Botulinum neurotoxins (BoNTs) are exceptionally toxic proteins that cause paralysis but are also extensively used as treatment for various medical conditions. Most BoNTs bind two receptors on neuronal cells, namely, a ganglioside and a protein receptor. Differences in the sequence between the protein receptors from different species can impact the binding affinity and toxicity of the BoNTs. Here we have investigated how BoNT/B, /DC, and /G, all three toxins that utilize synaptotagmin I and II (Syt-I and Syt-II, respectively) as their protein receptors, bind to Syt-I and -II of mouse/rat, bovine, and human origin by isothermal titration calorimetry analysis. BoNT/G had the highest affinity for human Syt-I, and BoNT/DC had the highest affinity for bovine Syt-II. As expected, BoNT/B, /DC, and /G showed very low levels of binding to human Syt-II. Furthermore, we carried out saturation transfer difference (STD) and STD-TOCSY NMR experiments that revealed the region of the Syt peptide in direct contact with BoNT/G, which demonstrate that BoNT/G recognizes the Syt peptide in a model similar to that in the established BoNT/B-Syt-II complex. Our analyses also revealed that regions outside the Syt peptide’s toxin-binding region are important for the helicity of the peptide and, therefore, the binding affinity.

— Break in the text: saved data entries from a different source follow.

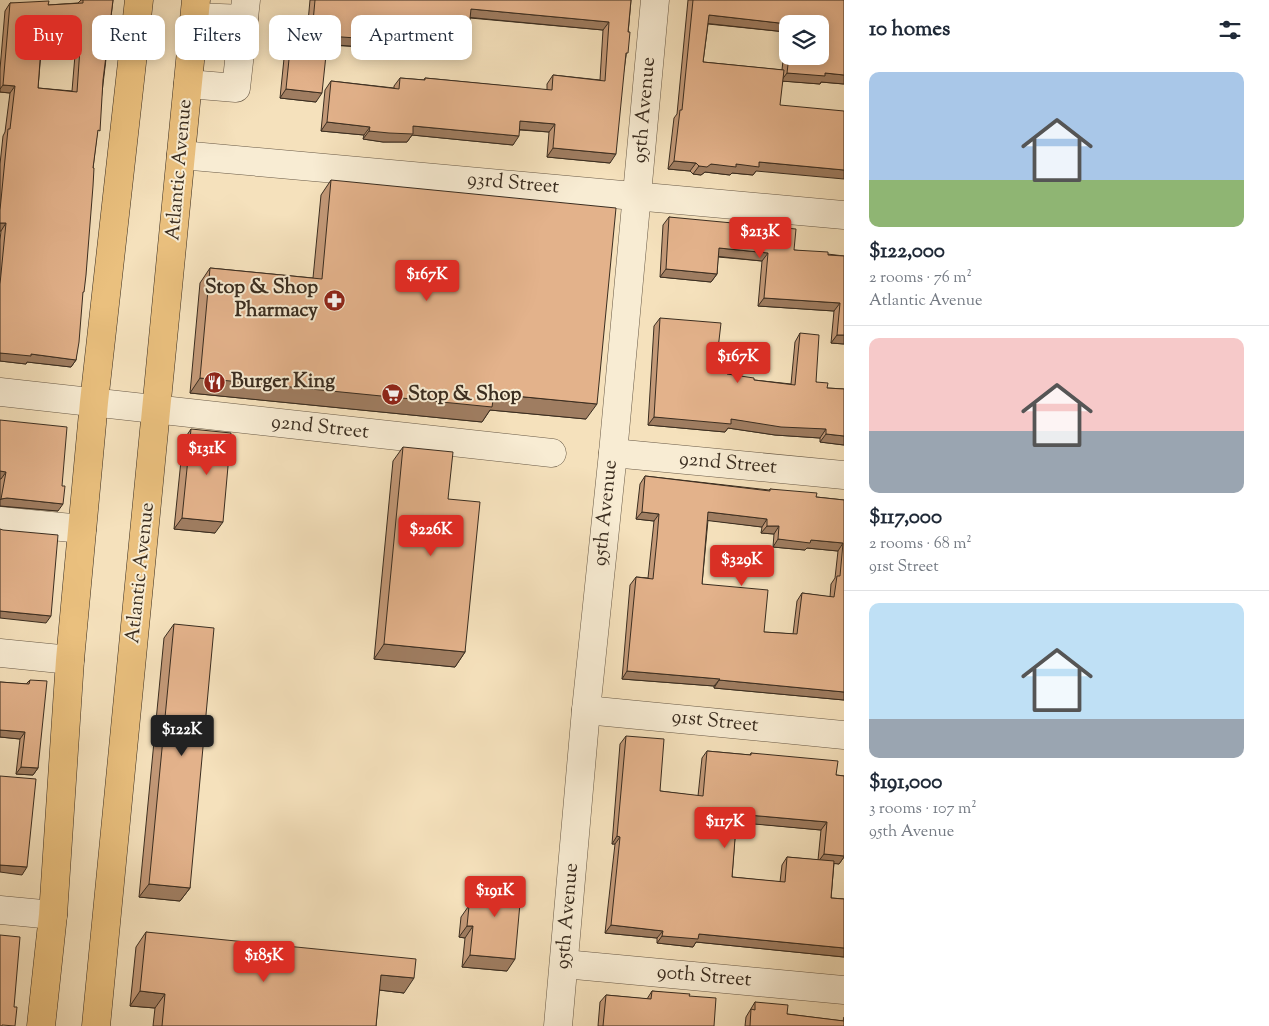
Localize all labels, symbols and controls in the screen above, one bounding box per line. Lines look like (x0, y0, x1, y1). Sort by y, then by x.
chip: Buy (15, 15, 82, 60)
chip: Rent (92, 15, 165, 60)
chip: Filters (175, 15, 259, 60)
chip: New (269, 15, 341, 60)
chip: Apartment (351, 15, 472, 60)
map controls (779, 15, 829, 65)
button: layers (779, 15, 829, 65)
text: 10 homes (869, 15, 950, 45)
icon: filters (1216, 16, 1244, 44)
street label: 95th Avenue (626, 56, 664, 164)
street label: Atlantic Avenue (159, 98, 201, 242)
icon: home (1012, 105, 1102, 195)
street label: 93rd Street (466, 166, 560, 202)
pin: $213K (725, 216, 795, 259)
text: $213K (740, 221, 780, 244)
text: $122,000 (869, 237, 945, 267)
pin: $167K (392, 260, 462, 302)
text: $167K (406, 264, 448, 287)
text: 2 rooms · 76 m² (869, 267, 972, 290)
place label: Stop & Shop Pharmacy (205, 274, 318, 326)
pharmacy icon: Stop & Shop Pharmacy (322, 288, 346, 312)
text: Atlantic Avenue (869, 290, 982, 313)
pin: $167K (703, 342, 773, 384)
text: $167K (717, 346, 759, 369)
place label: Burger King (231, 368, 335, 397)
restaurant icon: Burger King (203, 370, 227, 394)
icon: home (1012, 370, 1102, 460)
place label: Stop & Shop (408, 381, 521, 410)
supermarket icon: Stop & Shop (380, 383, 404, 407)
street label: 92nd Street (270, 408, 370, 448)
pin: $131K (172, 434, 242, 476)
text: $131K (188, 438, 226, 461)
street label: 92nd Street (678, 445, 778, 483)
street label: 95th Avenue (586, 459, 626, 567)
street label: Atlantic Avenue (119, 501, 163, 645)
text: $117,000 (869, 503, 942, 533)
pin: $226K (396, 514, 466, 557)
text: $226K (409, 519, 453, 542)
text: 2 rooms · 68 m² (869, 533, 972, 556)
pin: $329K (707, 544, 777, 587)
text: $329K (721, 549, 763, 572)
text: 91st Street (869, 556, 939, 579)
icon: home (1012, 635, 1102, 725)
street label: 91st Street (670, 703, 760, 741)
pin: $122K (147, 714, 217, 757)
text: $122K (162, 719, 202, 742)
text: $191,000 (869, 768, 942, 798)
text: 3 rooms · 107 m² (869, 798, 977, 821)
pin: $117K (690, 806, 760, 849)
text: $117K (705, 811, 745, 834)
text: 95th Avenue (869, 821, 954, 844)
street label: 95th Avenue (549, 862, 587, 970)
pin: $191K (460, 876, 530, 918)
text: $191K (476, 880, 514, 903)
pin: $185K (229, 940, 299, 983)
text: $185K (244, 945, 284, 968)
street label: 90th Street (656, 958, 753, 996)

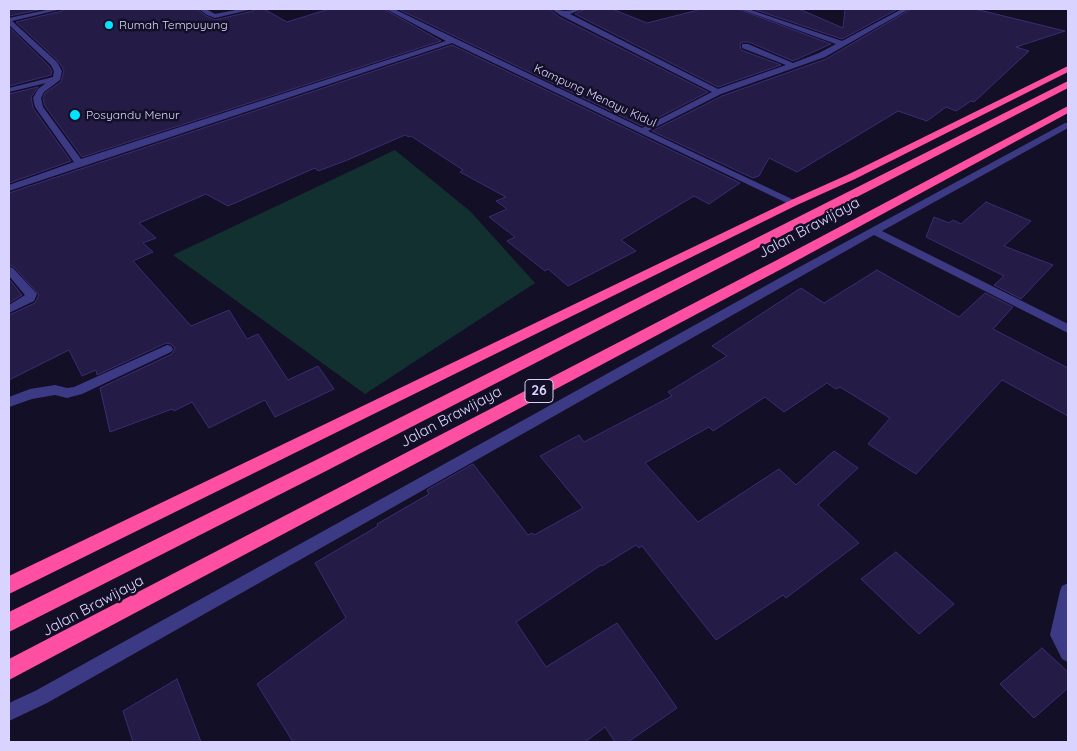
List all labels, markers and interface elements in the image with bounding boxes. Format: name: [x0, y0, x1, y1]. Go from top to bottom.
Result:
place label: Rumah Tempuyung: [119, 18, 228, 32]
marker: Rumah Tempuyung: [103, 19, 115, 31]
street label: Kampung Menayu Kidul: [531, 61, 659, 131]
marker: Posyandu Menur: [68, 108, 82, 122]
place label: Posyandu Menur: [86, 108, 180, 122]
street label: Jalan Brawijaya: [755, 194, 863, 262]
road number: 26: [525, 380, 553, 402]
street label: Jalan Brawijaya: [397, 383, 505, 451]
street label: Jalan Brawijaya: [39, 572, 147, 640]

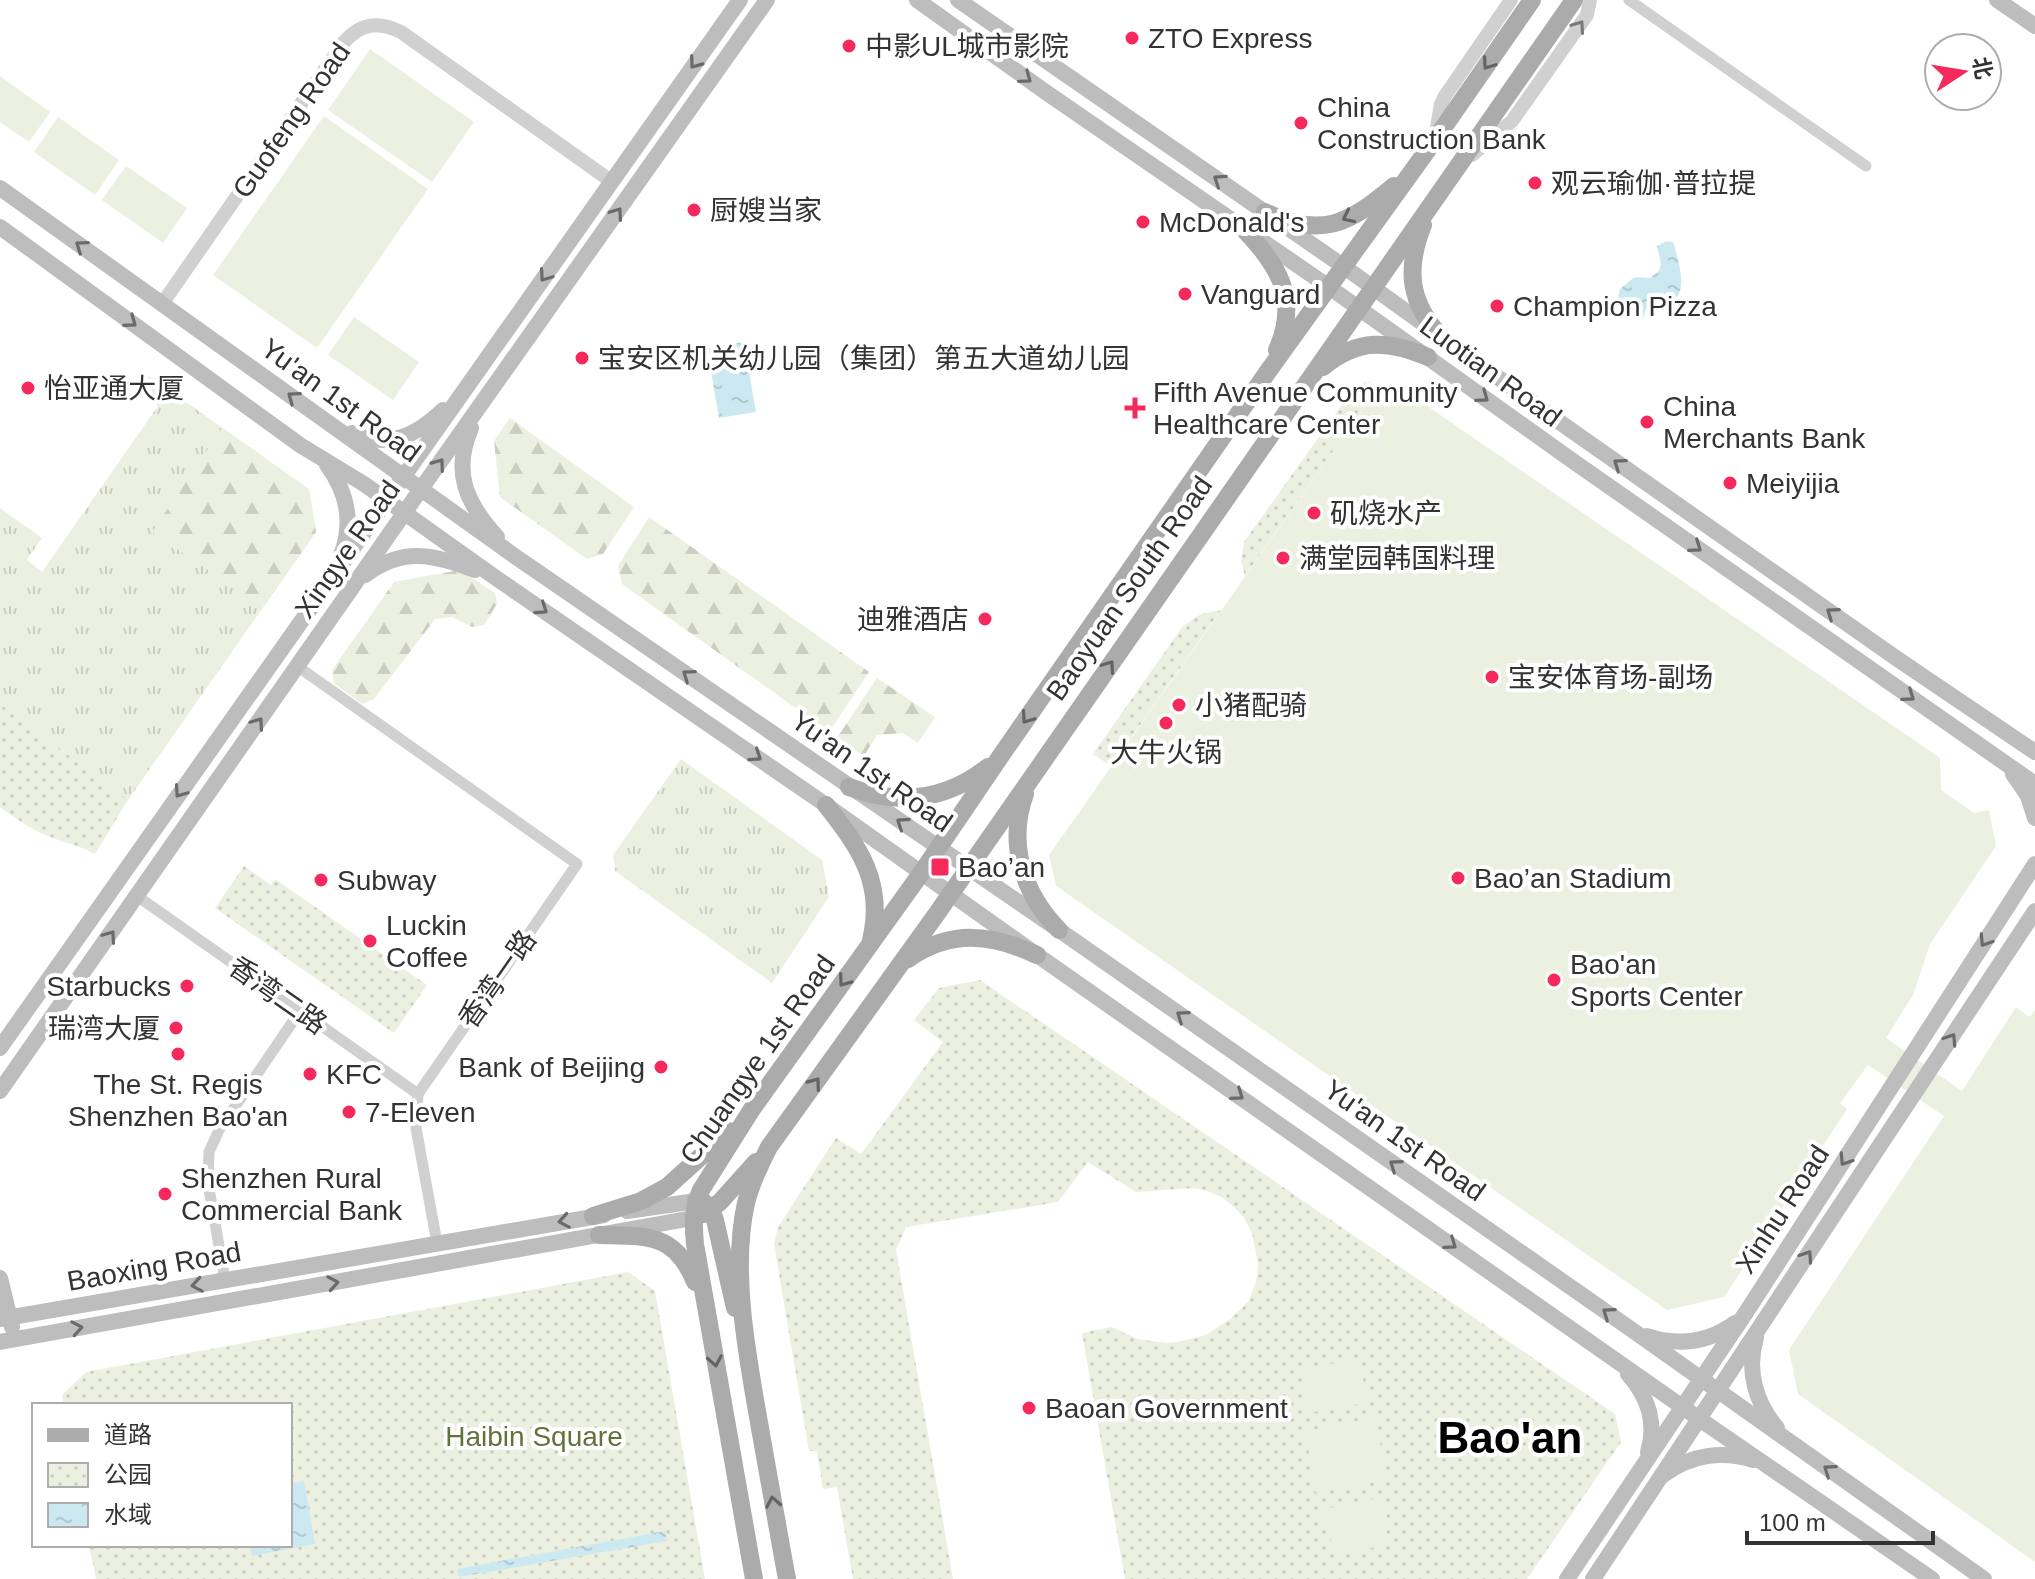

Specialized epitope tags are widely used for detecting, manipulating or purifying proteins, but often their versatility is limited. Here, we introduce the ALFA-tag, a rationally designed epitope tag that serves a remarkably broad spectrum of applications in life sciences while outperforming established tags like the HA-, FLAG (R)- or myc-tag. The ALFA-tag forms a small and stable a-helix that is functional irrespective of its position on the target protein in prokaryotic and eukaryotic hosts. We characterize a nanobody (NbALFA) binding ALFA-tagged proteins from native or fixed specimen with low picomolar affinity. It is ideally suited for super-resolution microscopy, immunoprecipitations and Western blotting, and also allows in vivo detection of proteins. We show the crystal structure of the complex that enabled us to design a nanobody mutant (NbALFA(PE)) that permits efficient one-step purifications of native ALFA-tagged proteins, complexes and even entire living cells using peptide elution under physiological conditions.